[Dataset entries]
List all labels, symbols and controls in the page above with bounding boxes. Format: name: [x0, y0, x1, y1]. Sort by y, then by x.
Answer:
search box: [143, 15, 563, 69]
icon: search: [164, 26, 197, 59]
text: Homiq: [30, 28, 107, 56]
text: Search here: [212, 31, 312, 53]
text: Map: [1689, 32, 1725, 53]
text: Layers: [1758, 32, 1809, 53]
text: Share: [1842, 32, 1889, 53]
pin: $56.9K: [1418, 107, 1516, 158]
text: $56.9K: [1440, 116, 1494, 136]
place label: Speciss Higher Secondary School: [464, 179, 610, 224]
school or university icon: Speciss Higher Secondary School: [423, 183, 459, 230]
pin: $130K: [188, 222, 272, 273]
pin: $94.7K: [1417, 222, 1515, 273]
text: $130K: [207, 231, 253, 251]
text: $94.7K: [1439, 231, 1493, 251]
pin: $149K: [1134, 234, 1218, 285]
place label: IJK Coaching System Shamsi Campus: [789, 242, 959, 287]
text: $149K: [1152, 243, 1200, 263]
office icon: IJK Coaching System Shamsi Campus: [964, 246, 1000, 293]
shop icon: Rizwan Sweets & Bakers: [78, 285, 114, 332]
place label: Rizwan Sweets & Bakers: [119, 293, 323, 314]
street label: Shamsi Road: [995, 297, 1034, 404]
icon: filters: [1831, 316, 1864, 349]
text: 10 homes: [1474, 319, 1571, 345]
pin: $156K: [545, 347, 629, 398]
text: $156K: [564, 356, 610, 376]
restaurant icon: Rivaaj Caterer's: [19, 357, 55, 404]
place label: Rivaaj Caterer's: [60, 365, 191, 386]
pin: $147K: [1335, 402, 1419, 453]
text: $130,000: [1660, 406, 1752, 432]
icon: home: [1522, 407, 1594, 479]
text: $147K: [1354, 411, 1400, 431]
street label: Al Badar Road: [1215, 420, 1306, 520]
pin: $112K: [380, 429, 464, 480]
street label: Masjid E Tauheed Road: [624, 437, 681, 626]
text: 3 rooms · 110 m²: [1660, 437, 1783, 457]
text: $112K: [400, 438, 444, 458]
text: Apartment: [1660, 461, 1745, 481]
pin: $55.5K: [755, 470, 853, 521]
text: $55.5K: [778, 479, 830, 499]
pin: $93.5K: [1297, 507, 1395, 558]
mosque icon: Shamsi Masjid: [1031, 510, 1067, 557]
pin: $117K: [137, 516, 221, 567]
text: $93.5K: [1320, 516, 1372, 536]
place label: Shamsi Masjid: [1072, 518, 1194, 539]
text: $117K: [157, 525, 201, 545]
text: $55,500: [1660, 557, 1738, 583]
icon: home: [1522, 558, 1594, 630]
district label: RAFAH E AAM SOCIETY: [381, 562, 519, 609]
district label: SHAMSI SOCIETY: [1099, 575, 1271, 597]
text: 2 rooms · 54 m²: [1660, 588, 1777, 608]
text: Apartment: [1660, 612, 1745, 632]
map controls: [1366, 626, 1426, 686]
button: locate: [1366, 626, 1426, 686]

- Activity
Give back each record above exactly as written.

- Reply
List all labels, symbols and controls in the page above with bounding boxes. Format: name: [x0, y0, x1, y1]. Sort by y, then by x.
Answer:
search box: [143, 15, 563, 69]
icon: search: [164, 26, 197, 59]
text: Homiq: [30, 28, 107, 56]
text: Search here: [212, 31, 312, 53]
text: Map: [1689, 32, 1725, 53]
text: Layers: [1758, 32, 1809, 53]
text: Share: [1842, 32, 1889, 53]
pin: $56.9K: [1418, 107, 1516, 158]
text: $56.9K: [1440, 116, 1494, 136]
place label: Speciss Higher Secondary School: [464, 179, 610, 224]
school or university icon: Speciss Higher Secondary School: [423, 183, 459, 230]
pin: $130K: [188, 222, 272, 273]
pin: $94.7K: [1417, 222, 1515, 273]
text: $130K: [207, 231, 253, 251]
text: $94.7K: [1439, 231, 1493, 251]
pin: $149K: [1134, 234, 1218, 285]
place label: IJK Coaching System Shamsi Campus: [789, 242, 959, 287]
text: $149K: [1152, 243, 1200, 263]
office icon: IJK Coaching System Shamsi Campus: [964, 246, 1000, 293]
shop icon: Rizwan Sweets & Bakers: [78, 285, 114, 332]
place label: Rizwan Sweets & Bakers: [119, 293, 323, 314]
street label: Shamsi Road: [995, 297, 1034, 404]
icon: filters: [1831, 316, 1864, 349]
text: 10 homes: [1474, 319, 1571, 345]
pin: $156K: [545, 347, 629, 398]
text: $156K: [564, 356, 610, 376]
restaurant icon: Rivaaj Caterer's: [19, 357, 55, 404]
place label: Rivaaj Caterer's: [60, 365, 191, 386]
pin: $147K: [1335, 402, 1419, 453]
text: $130,000: [1660, 406, 1752, 432]
icon: home: [1522, 407, 1594, 479]
text: $147K: [1354, 411, 1400, 431]
street label: Al Badar Road: [1215, 420, 1306, 520]
pin: $112K: [380, 429, 464, 480]
street label: Masjid E Tauheed Road: [624, 437, 681, 626]
text: 3 rooms · 110 m²: [1660, 437, 1783, 457]
text: $112K: [400, 438, 444, 458]
text: Apartment: [1660, 461, 1745, 481]
pin: $55.5K: [755, 470, 853, 521]
text: $55.5K: [778, 479, 830, 499]
pin: $93.5K: [1297, 507, 1395, 558]
mosque icon: Shamsi Masjid: [1031, 510, 1067, 557]
pin: $117K: [137, 516, 221, 567]
text: $93.5K: [1320, 516, 1372, 536]
place label: Shamsi Masjid: [1072, 518, 1194, 539]
text: $117K: [157, 525, 201, 545]
text: $55,500: [1660, 557, 1738, 583]
icon: home: [1522, 558, 1594, 630]
district label: RAFAH E AAM SOCIETY: [381, 562, 519, 609]
district label: SHAMSI SOCIETY: [1099, 575, 1271, 597]
text: 2 rooms · 54 m²: [1660, 588, 1777, 608]
text: Apartment: [1660, 612, 1745, 632]
map controls: [1366, 626, 1426, 686]
button: locate: [1366, 626, 1426, 686]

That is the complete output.